§ **SUPPLIED MATERIAL**

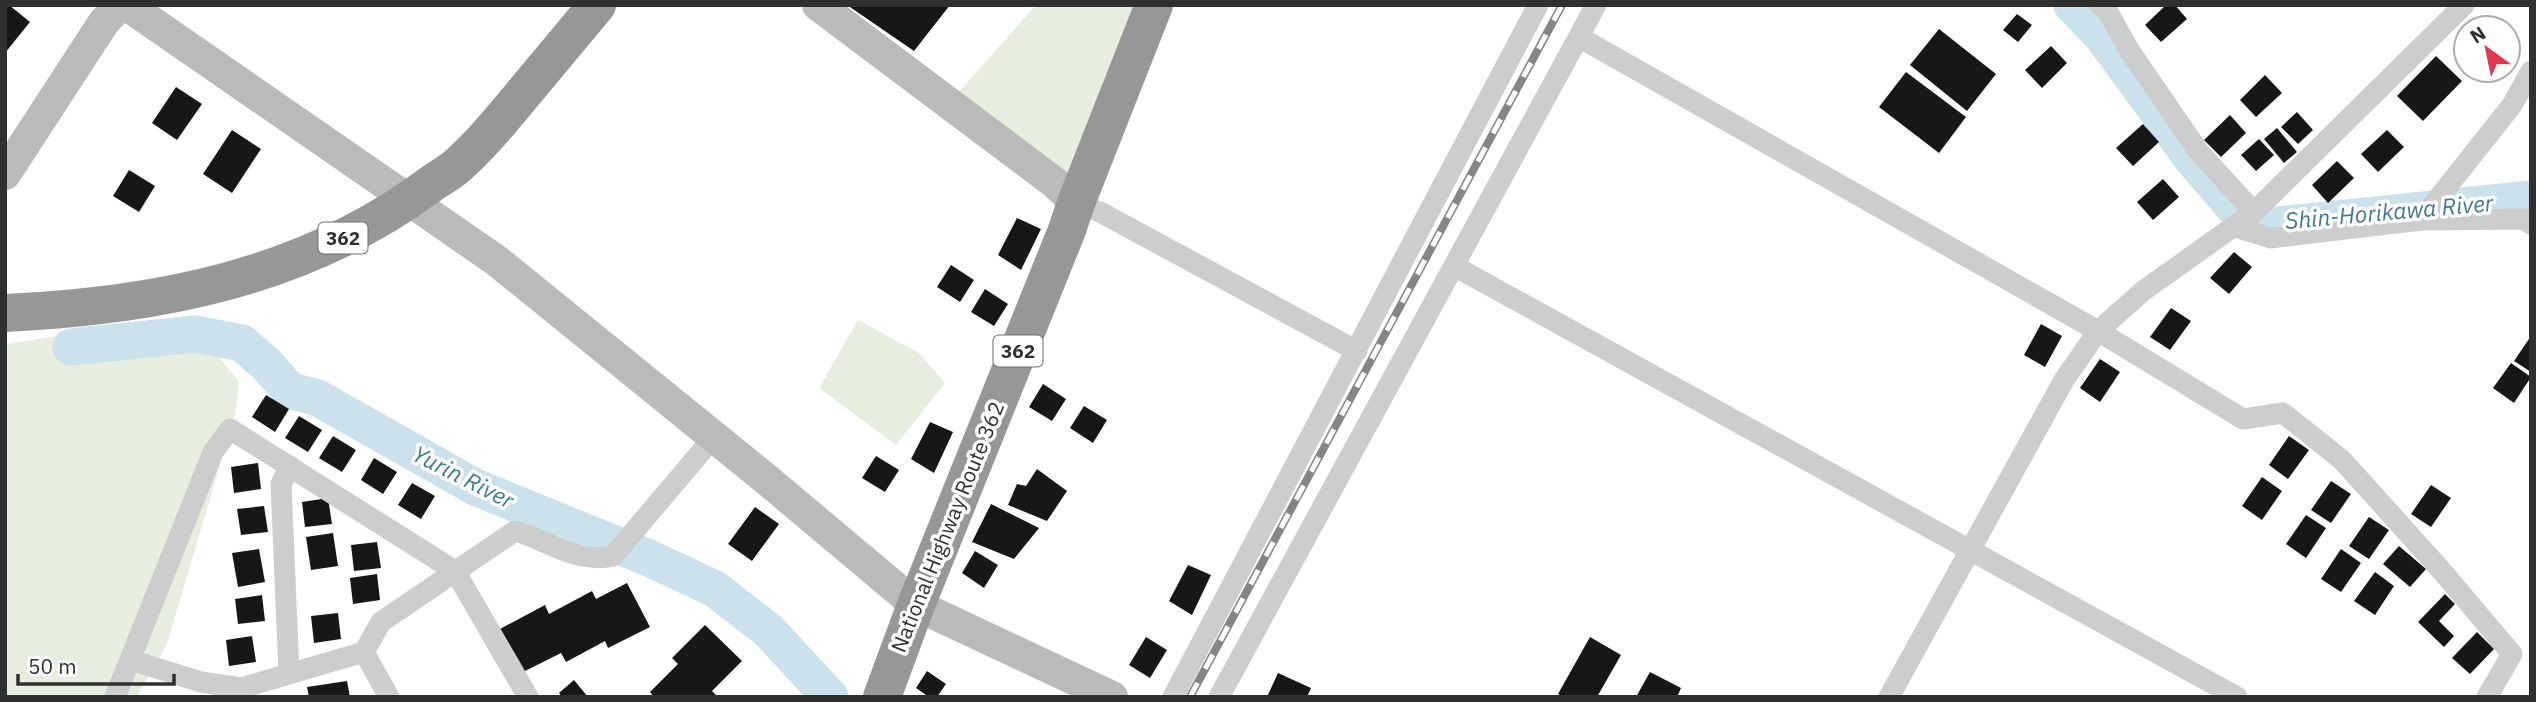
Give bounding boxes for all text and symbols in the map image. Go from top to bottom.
north arrow [2452,14,2522,84]
text: N [2465,21,2490,49]
water label: Shin-Horikawa River [2284,187,2495,235]
road number: 362 [318,222,368,254]
road number: 362 [993,336,1042,366]
street label: National Highway Route 362 [884,397,1010,656]
water label: Yurin River [408,438,520,515]
scale bar [18,642,173,686]
text: 50 m [28,652,77,680]

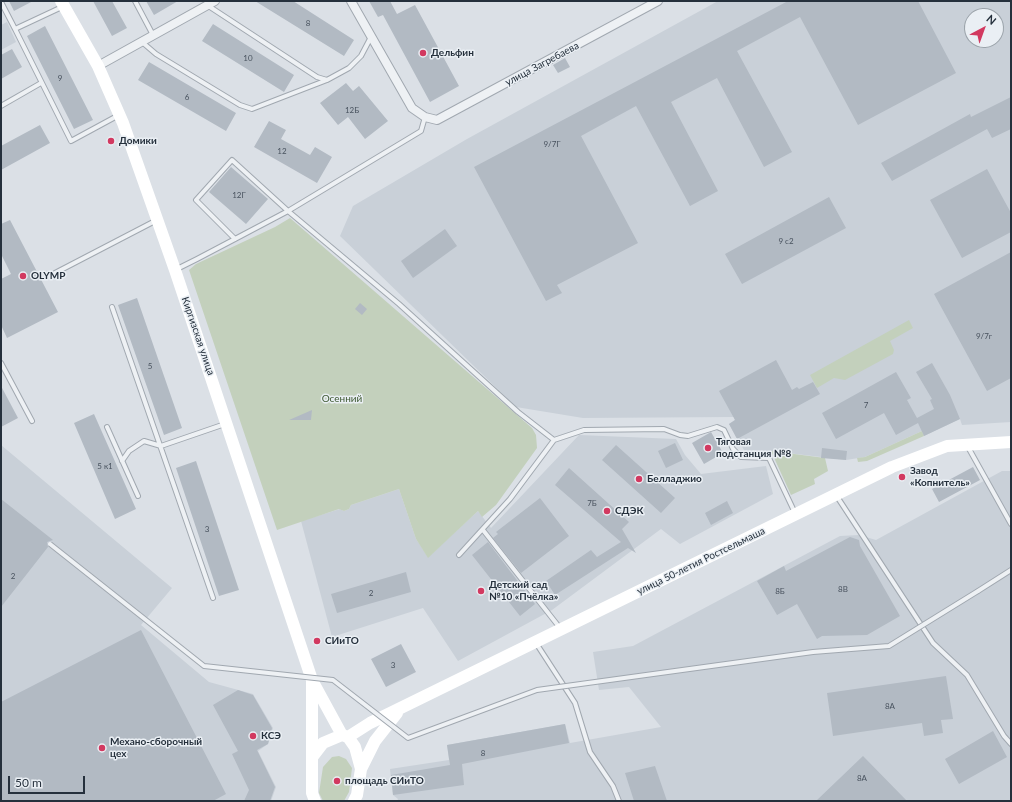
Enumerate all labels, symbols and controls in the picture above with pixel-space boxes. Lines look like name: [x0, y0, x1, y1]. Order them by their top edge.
north arrow: [964, 8, 1004, 48]
text: N: [984, 12, 999, 27]
house number: 8: [306, 18, 310, 28]
street label: улица Загребаева: [503, 40, 581, 88]
place label: Дельфин: [431, 47, 474, 59]
marker: Дельфин: [418, 48, 428, 58]
house number: 10: [243, 53, 253, 63]
house number: 9: [58, 73, 62, 83]
house number: 6: [185, 92, 189, 102]
house number: 12Б: [345, 105, 359, 115]
place label: Домики: [119, 135, 157, 147]
marker: Домики: [106, 136, 116, 146]
house number: 9/7Г: [543, 139, 561, 149]
house number: 12: [277, 146, 287, 156]
house number: 12Г: [232, 190, 246, 200]
house number: 9 с2: [778, 236, 794, 246]
place label: OLYMP: [31, 270, 65, 282]
marker: OLYMP: [18, 271, 28, 281]
street label: Киргизская улица: [179, 295, 217, 377]
house number: 9/7г: [976, 331, 992, 341]
house number: 5: [148, 361, 152, 371]
park label: Осенний: [322, 393, 362, 405]
house number: 7: [864, 400, 868, 410]
place label: Тяговая подстанция №8: [716, 436, 791, 460]
marker: Тяговая подстанция №8: [703, 443, 713, 453]
house number: 5 к1: [97, 461, 113, 471]
place label: Завод «Копнитель»: [910, 465, 970, 488]
marker: Завод «Копнитель»: [897, 472, 907, 482]
place label: Белладжио: [647, 473, 702, 485]
marker: Белладжио: [634, 474, 644, 484]
house number: 7Б: [587, 498, 597, 508]
place label: СДЭК: [615, 505, 643, 517]
marker: СДЭК: [602, 506, 612, 516]
house number: 3: [205, 524, 209, 534]
street label: улица 50-летия Ростсельмаша: [635, 525, 767, 597]
house number: 2: [11, 571, 15, 581]
place label: Детский сад №10 «Пчёлка»: [489, 579, 558, 602]
house number: 8В: [838, 584, 848, 594]
marker: Детский сад №10 «Пчёлка»: [476, 586, 486, 596]
house number: 8Б: [775, 586, 785, 596]
house number: 2: [369, 588, 373, 598]
place label: СИиТО: [325, 635, 359, 647]
marker: СИиТО: [312, 636, 322, 646]
house number: 3: [391, 660, 395, 670]
house number: 8А: [885, 701, 895, 711]
place label: КСЭ: [261, 730, 281, 742]
marker: КСЭ: [248, 731, 258, 741]
place label: Механо-сборочный цех: [110, 736, 202, 760]
marker: Механо-сборочный цех: [97, 743, 107, 753]
house number: 8: [481, 748, 485, 758]
scale bar: [10, 768, 87, 794]
house number: 8А: [857, 773, 867, 783]
text: 50 m: [15, 775, 42, 790]
place label: площадь СИиТО: [345, 775, 424, 787]
marker: площадь СИиТО: [332, 776, 342, 786]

§ **TASK GOAL**
Repeat each entry above word for word, leaving every picture out.

§ **RESPONSE**
Give bounding boxes for all text and symbols in the map image. Go from top to bottom.
north arrow [2452,14,2522,84]
text: N [2465,21,2490,49]
water label: Shin-Horikawa River [2284,187,2495,235]
road number: 362 [318,222,368,254]
road number: 362 [993,336,1042,366]
street label: National Highway Route 362 [884,397,1010,656]
water label: Yurin River [408,438,520,515]
scale bar [18,642,173,686]
text: 50 m [28,652,77,680]

Enumerate all labels, symbols and controls in the picture above with pixel-space boxes. Lines look like name: [x0, y0, x1, y1]. Order them by their top edge.
north arrow: [964, 8, 1004, 48]
text: N: [984, 12, 999, 27]
house number: 8: [306, 18, 310, 28]
street label: улица Загребаева: [503, 40, 581, 88]
place label: Дельфин: [431, 47, 474, 59]
marker: Дельфин: [418, 48, 428, 58]
house number: 10: [243, 53, 253, 63]
house number: 9: [58, 73, 62, 83]
house number: 6: [185, 92, 189, 102]
house number: 12Б: [345, 105, 359, 115]
place label: Домики: [119, 135, 157, 147]
marker: Домики: [106, 136, 116, 146]
house number: 9/7Г: [543, 139, 561, 149]
house number: 12: [277, 146, 287, 156]
house number: 12Г: [232, 190, 246, 200]
house number: 9 с2: [778, 236, 794, 246]
place label: OLYMP: [31, 270, 65, 282]
marker: OLYMP: [18, 271, 28, 281]
street label: Киргизская улица: [179, 295, 217, 377]
house number: 9/7г: [976, 331, 992, 341]
house number: 5: [148, 361, 152, 371]
park label: Осенний: [322, 393, 362, 405]
house number: 7: [864, 400, 868, 410]
place label: Тяговая подстанция №8: [716, 436, 791, 460]
marker: Тяговая подстанция №8: [703, 443, 713, 453]
house number: 5 к1: [97, 461, 113, 471]
place label: Завод «Копнитель»: [910, 465, 970, 488]
marker: Завод «Копнитель»: [897, 472, 907, 482]
place label: Белладжио: [647, 473, 702, 485]
marker: Белладжио: [634, 474, 644, 484]
house number: 7Б: [587, 498, 597, 508]
place label: СДЭК: [615, 505, 643, 517]
marker: СДЭК: [602, 506, 612, 516]
house number: 3: [205, 524, 209, 534]
street label: улица 50-летия Ростсельмаша: [635, 525, 767, 597]
house number: 2: [11, 571, 15, 581]
place label: Детский сад №10 «Пчёлка»: [489, 579, 558, 602]
house number: 8В: [838, 584, 848, 594]
marker: Детский сад №10 «Пчёлка»: [476, 586, 486, 596]
house number: 8Б: [775, 586, 785, 596]
house number: 2: [369, 588, 373, 598]
place label: СИиТО: [325, 635, 359, 647]
marker: СИиТО: [312, 636, 322, 646]
house number: 3: [391, 660, 395, 670]
house number: 8А: [885, 701, 895, 711]
place label: КСЭ: [261, 730, 281, 742]
marker: КСЭ: [248, 731, 258, 741]
place label: Механо-сборочный цех: [110, 736, 202, 760]
marker: Механо-сборочный цех: [97, 743, 107, 753]
house number: 8: [481, 748, 485, 758]
scale bar: [10, 768, 87, 794]
house number: 8А: [857, 773, 867, 783]
text: 50 m: [15, 775, 42, 790]
place label: площадь СИиТО: [345, 775, 424, 787]
marker: площадь СИиТО: [332, 776, 342, 786]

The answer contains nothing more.